Descargas atmosféricas podem ocorrer da nuvem para o solo, do solo para a nuvem, dentro da nuvem, da nuvem para um ponto qualquer na atmosfera, denominados descargas no ar, ou ainda entre nuvens. As descargas nuvem-solo, também denominados raios, são as mais estudadas devido ao seu caráter destrutivo. Logo, os para-raios são instalados para descargas atmosféricas nuvem-solo, pois são estas descargas que podem causar danos materiais ou matar pessoas.

O para-raios

Um para-raios é um SPDA (Sistema de Proteção contra Descargas Atmosféricas) que tem como objetivo encaminhar a energia do raio, desde o ponto que ele atinge a edificação até o aterramento.

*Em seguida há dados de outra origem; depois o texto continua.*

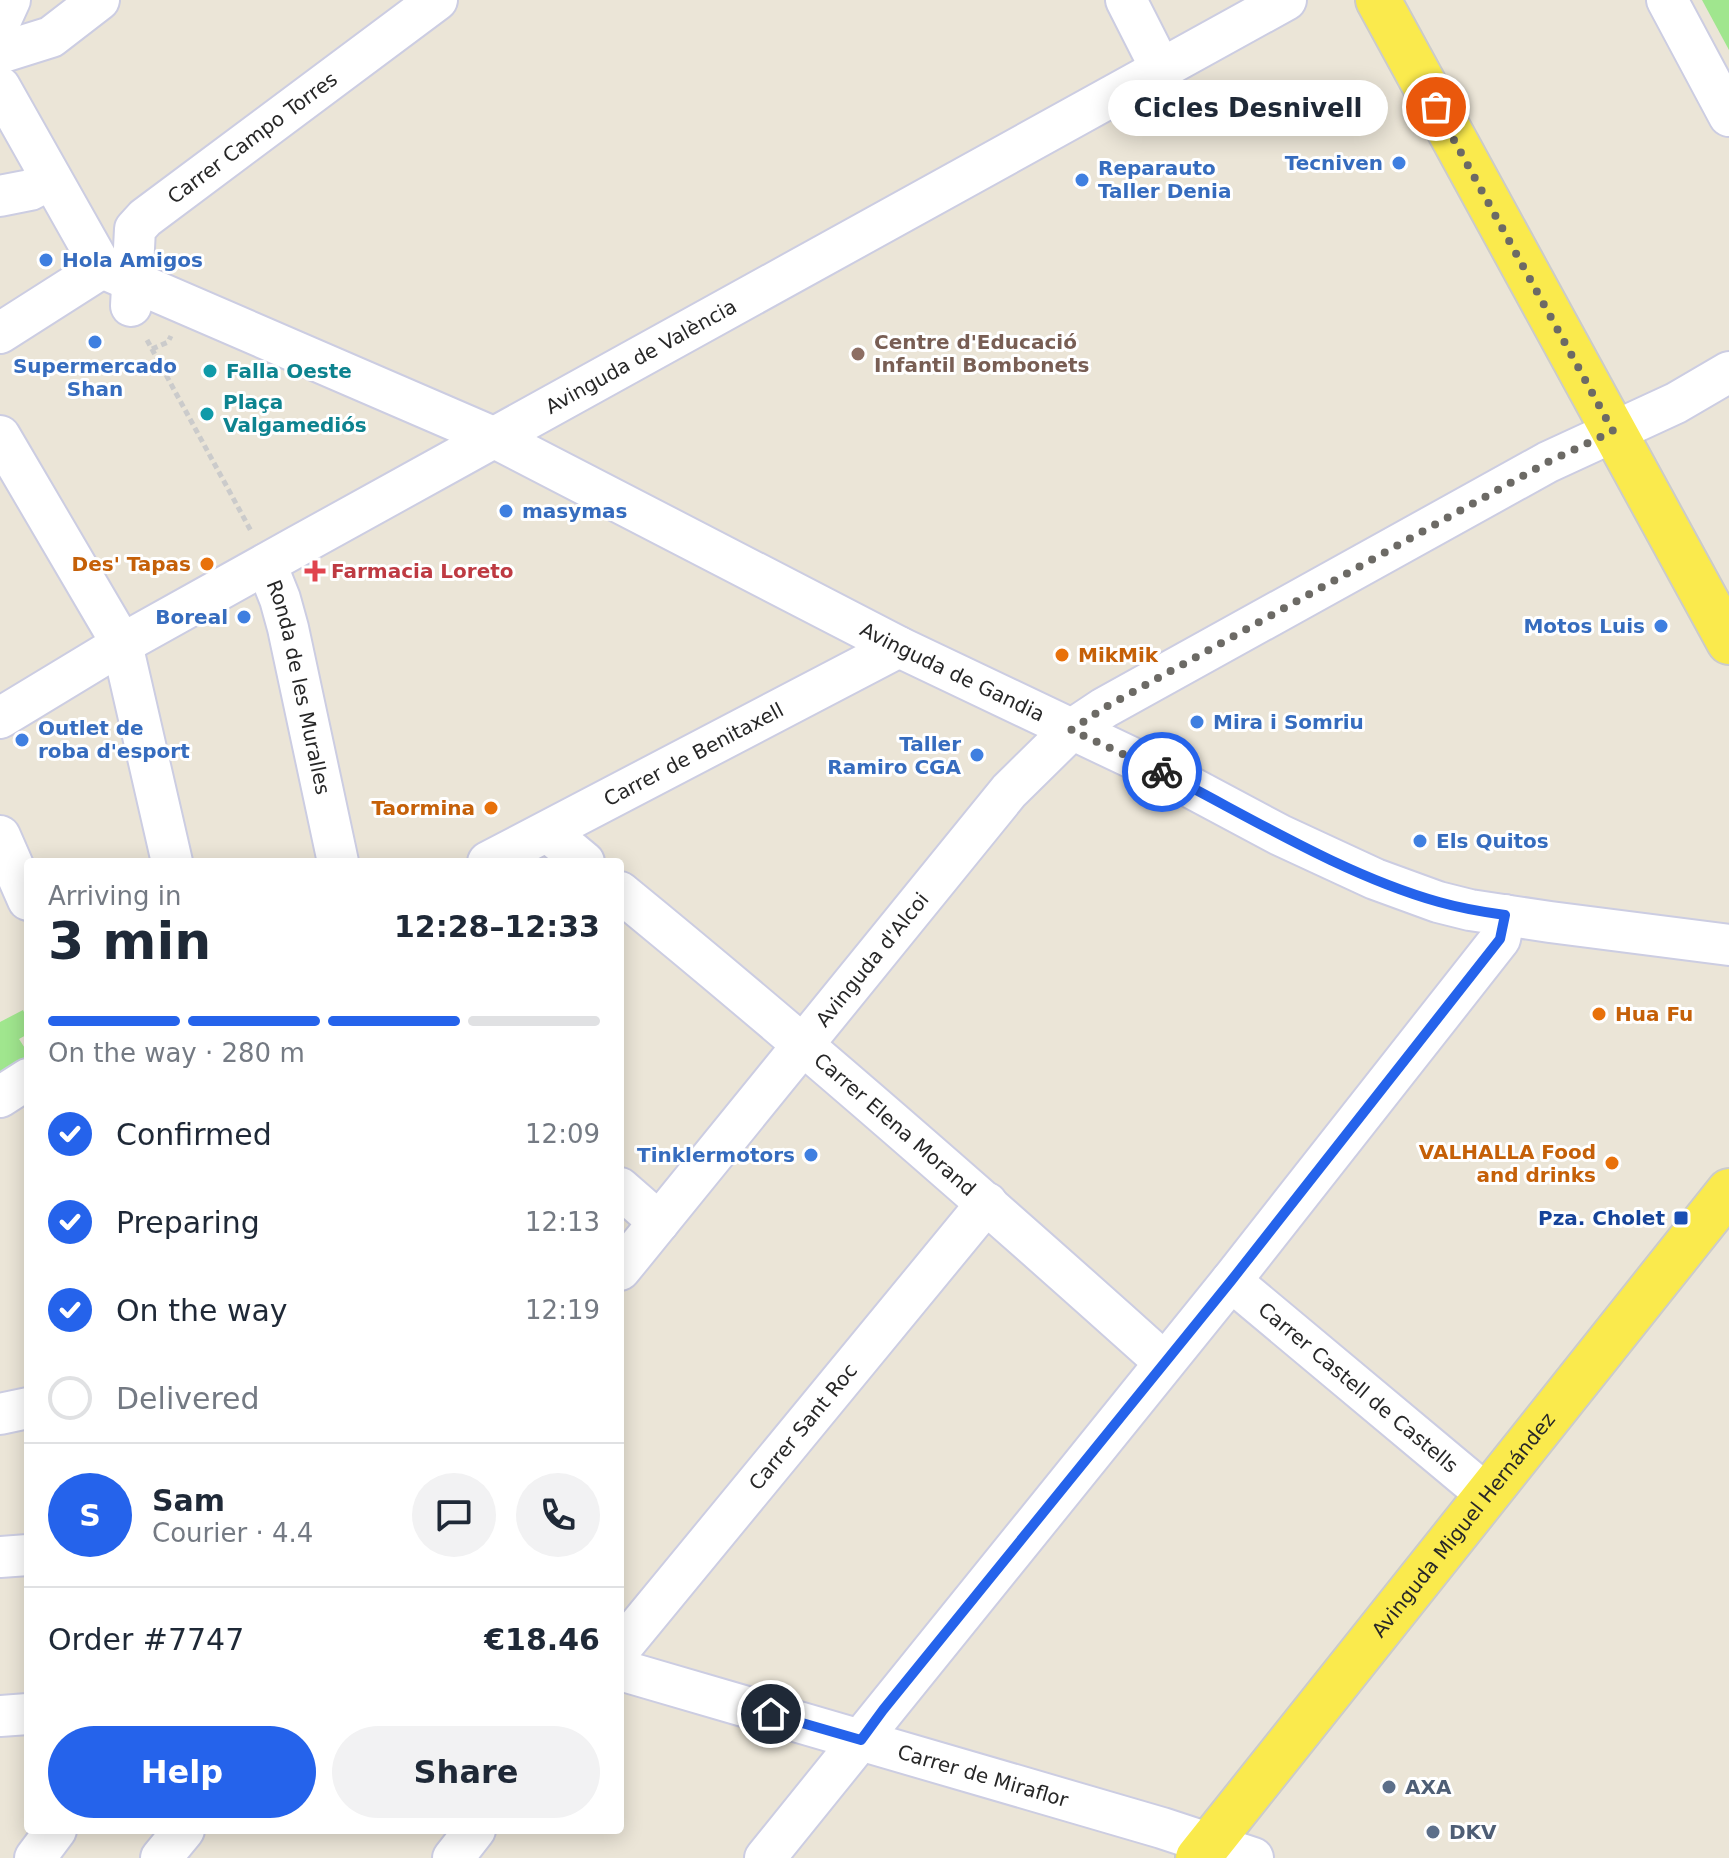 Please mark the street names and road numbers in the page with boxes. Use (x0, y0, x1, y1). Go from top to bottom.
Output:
street label: Carrer Campo Torres (163, 67, 342, 209)
street label: Avinguda de València (541, 294, 741, 419)
street label: Ronda de les Muralles (262, 576, 335, 797)
street label: Avinguda de Gandia (856, 617, 1048, 726)
street label: Carrer de Benitaxell (600, 698, 787, 811)
street label: Avinguda d'Alcoi (811, 888, 934, 1031)
street label: Carrer Elena Morand (809, 1048, 981, 1201)
street label: Carrer Castell de Castells (1254, 1297, 1463, 1478)
street label: Carrer Sant Roc (744, 1358, 862, 1495)
street label: Avinguda Miguel Hernández (1367, 1408, 1560, 1642)
street label: Carrer de Miraflor (895, 1740, 1072, 1812)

Ao contrário do que o nome dele sugere, o SPDA não pára raios, não atrai raios e nem evita que raios caiam.

As proteções existentes

Um SPDA Externo protege a edificação e as pessoas que estão dentro desta edificação. O SPDA Interno, composto por dispositivos de proteção contra surtos (DPS's) e diversos elementos de equipotencialização, protege os equipamentos e sistemas elétricos existentes na edificação.

Equipamentos eletroeletrônicos

O SPDA Interno tem como finalidade proteger os equipamentos, pois quando estes são ligados na rede elétrica ou telefônica, trazem energia indesejada da rede elétrica ou telefônica, através dos fios conectados, para dentro da edificação.

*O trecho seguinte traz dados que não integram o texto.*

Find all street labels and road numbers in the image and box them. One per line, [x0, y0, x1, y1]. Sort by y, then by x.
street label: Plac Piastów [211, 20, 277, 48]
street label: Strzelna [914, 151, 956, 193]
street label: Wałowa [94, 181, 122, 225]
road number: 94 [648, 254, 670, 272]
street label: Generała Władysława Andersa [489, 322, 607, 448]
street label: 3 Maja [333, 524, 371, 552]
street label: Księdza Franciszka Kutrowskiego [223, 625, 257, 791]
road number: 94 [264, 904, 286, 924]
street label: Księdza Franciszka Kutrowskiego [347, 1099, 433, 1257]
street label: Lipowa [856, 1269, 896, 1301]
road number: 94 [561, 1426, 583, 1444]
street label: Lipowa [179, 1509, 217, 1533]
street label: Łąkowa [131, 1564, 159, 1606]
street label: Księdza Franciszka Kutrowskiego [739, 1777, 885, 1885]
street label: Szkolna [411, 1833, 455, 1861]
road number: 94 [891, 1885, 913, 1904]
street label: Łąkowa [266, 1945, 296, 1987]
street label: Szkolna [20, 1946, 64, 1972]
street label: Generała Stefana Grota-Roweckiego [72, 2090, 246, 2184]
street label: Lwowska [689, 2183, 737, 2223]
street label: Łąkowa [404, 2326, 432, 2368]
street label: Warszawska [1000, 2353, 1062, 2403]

Funcionamento do para-raios

Os para-raios são dimensionados para proteger edificações de forma individual, ou seja, a proteção fica restrita à edificação para a qual foi projetado o sistema de proteção.

A obrigatoriedade do uso do para-raios

A Norma Regulamentadora n.º 10 - Segurança em Instalações e Serviços em Eletricidade, do Ministério do Trabalho e Emprego, amparada pelo Inciso VIII do Artigo 39 do Código de Defesa do Consumidor - Lei nº 8.078 de 11 de Setembro de 1990, lei federal, exige que todas as edificações possuam para-raios.